We get talking about Japanese coins. The 100% aluminium ¥1 coin floats on water and you can stick it to any part of your face, and it will not fall. The copper ¥10 coin is why we are here in Uji, to see the temple. The ¥500 is the most valuable everyday coin in the world, and the most interesting. If you tilt it at a certain angle, you can see the Kanji for five-hundred-yen hidden in the grooved lines, “500 円.” Also hidden on the ¥500 coin in 0.2mm is the word ‘Japan’, spread across the face of the coin.

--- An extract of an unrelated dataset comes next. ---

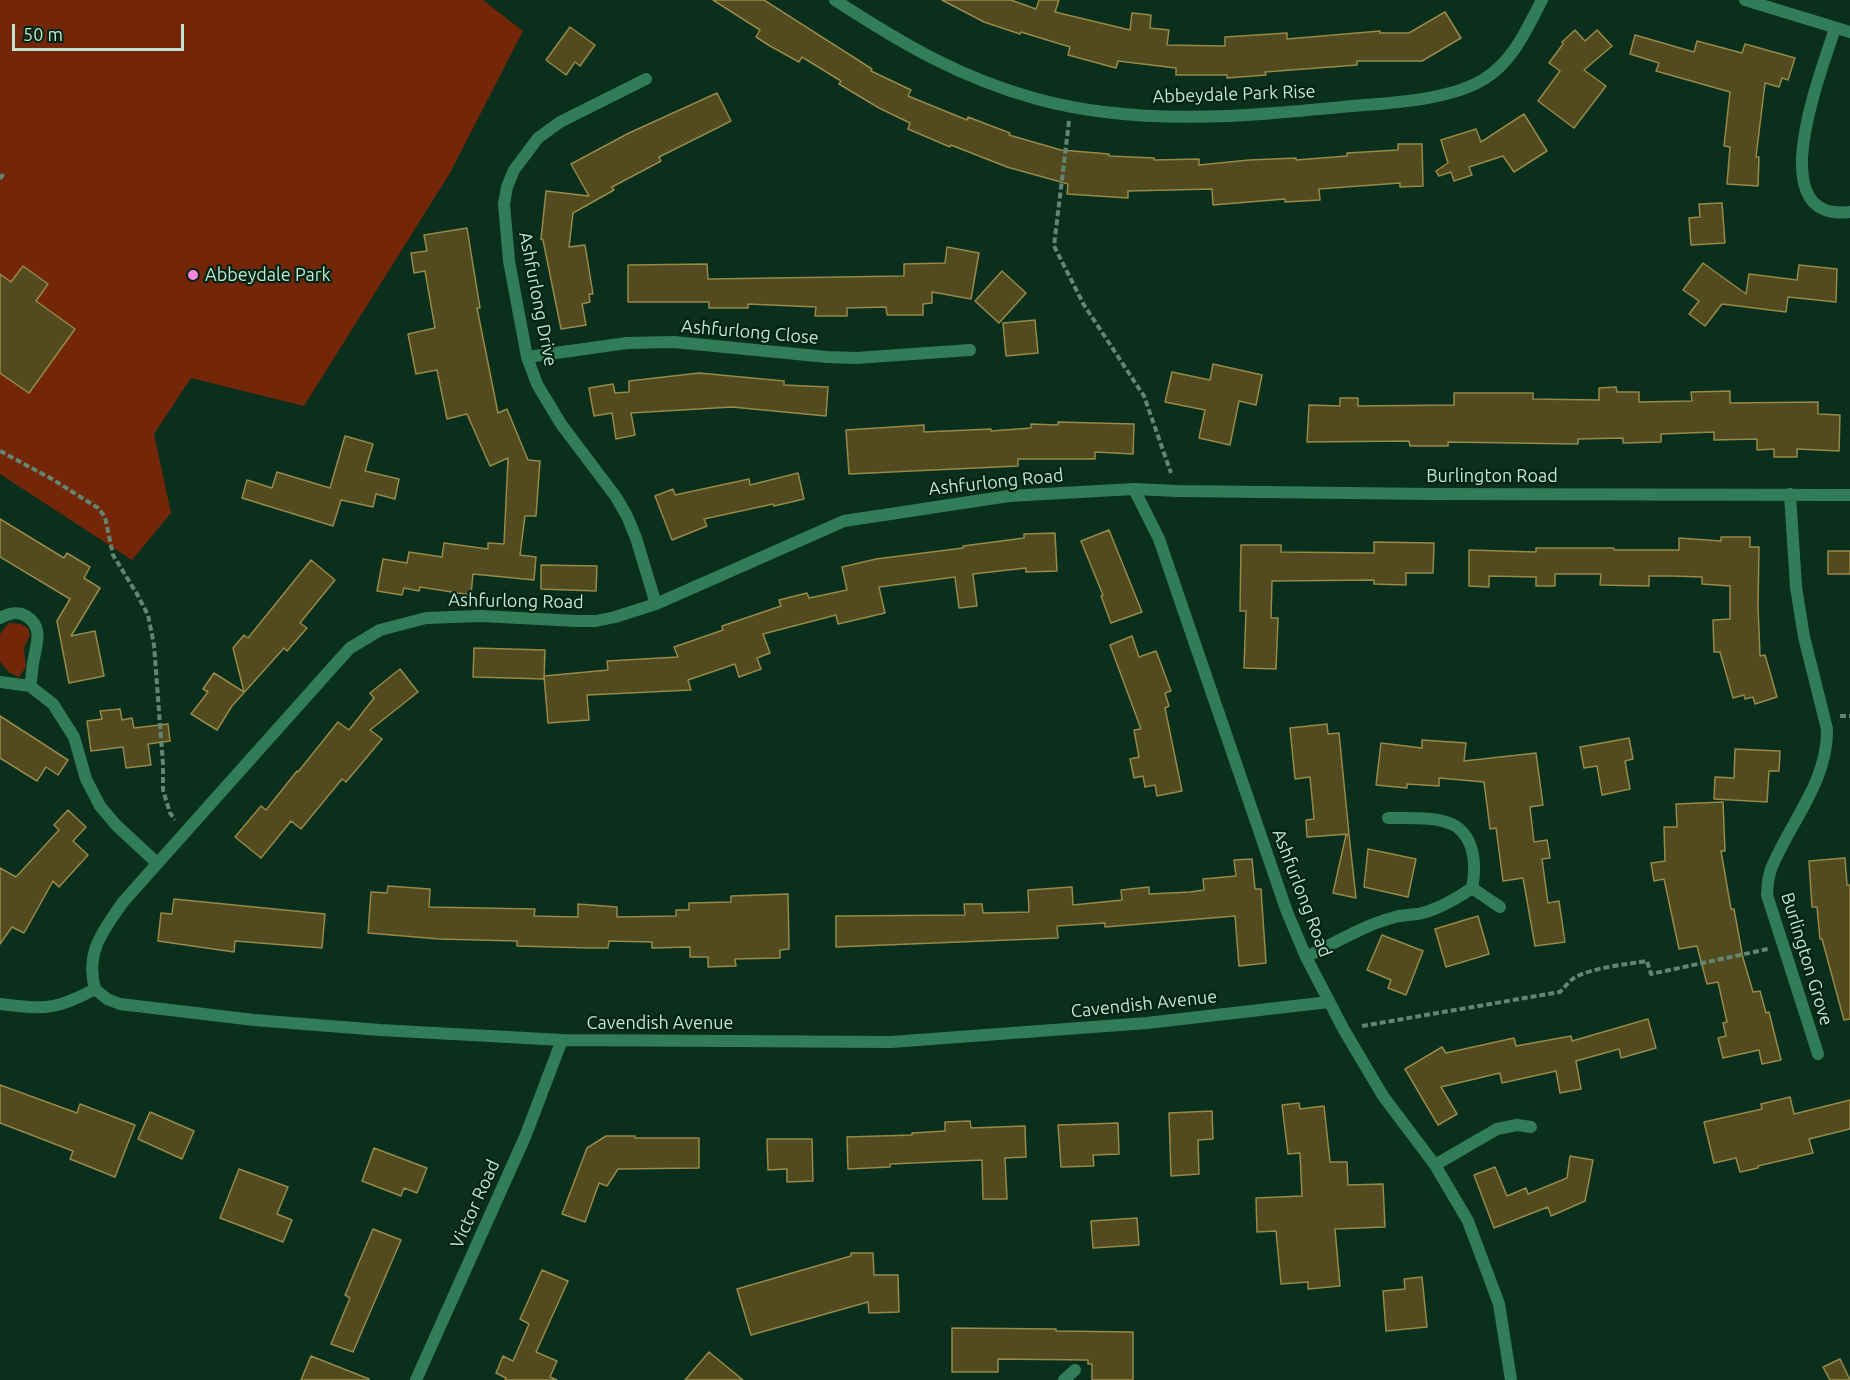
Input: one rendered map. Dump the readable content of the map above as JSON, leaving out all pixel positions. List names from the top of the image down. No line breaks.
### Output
{"streets":{"street":["Abbeydale Park Rise","Ashfurlong Drive","Ashfurlong Close","Burlington Road","Ashfurlong Road","Burlington Grove","Cavendish Avenue","Victor Road"]},"crossings":[["Ashfurlong Drive","Ashfurlong Close"],["Ashfurlong Drive","Ashfurlong Road"],["Burlington Road","Ashfurlong Road"],["Burlington Road","Burlington Grove"],["Ashfurlong Road","Cavendish Avenue"],["Cavendish Avenue","Victor Road"]],"places":["Abbeydale Park"],"scale_bar":"50 m"}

With me blathering on about coinage, we miss the stop to Uji. We get off the train, then cross the platform, before getting on a train bound for Kyoto Station. An easy mistake to make, and a mistake forgiven by the Japanese train ticketing system. We arrive at Uji Station and head to the ten-yen Byodoin Temple.

Byodoin is an UNESCO World Heritage Site. Another one off my list. It is one of the few examples of Heian temple architecture left in Japan. It was originally built in 998 AD. It doesn’t seem to attract too many tourists though, in fact, most of the people I see here are Japanese. The temple boasts the most beautiful of Japan’s few remaining Pure Land Gardens, and a small museum. Both are included in the entry fee.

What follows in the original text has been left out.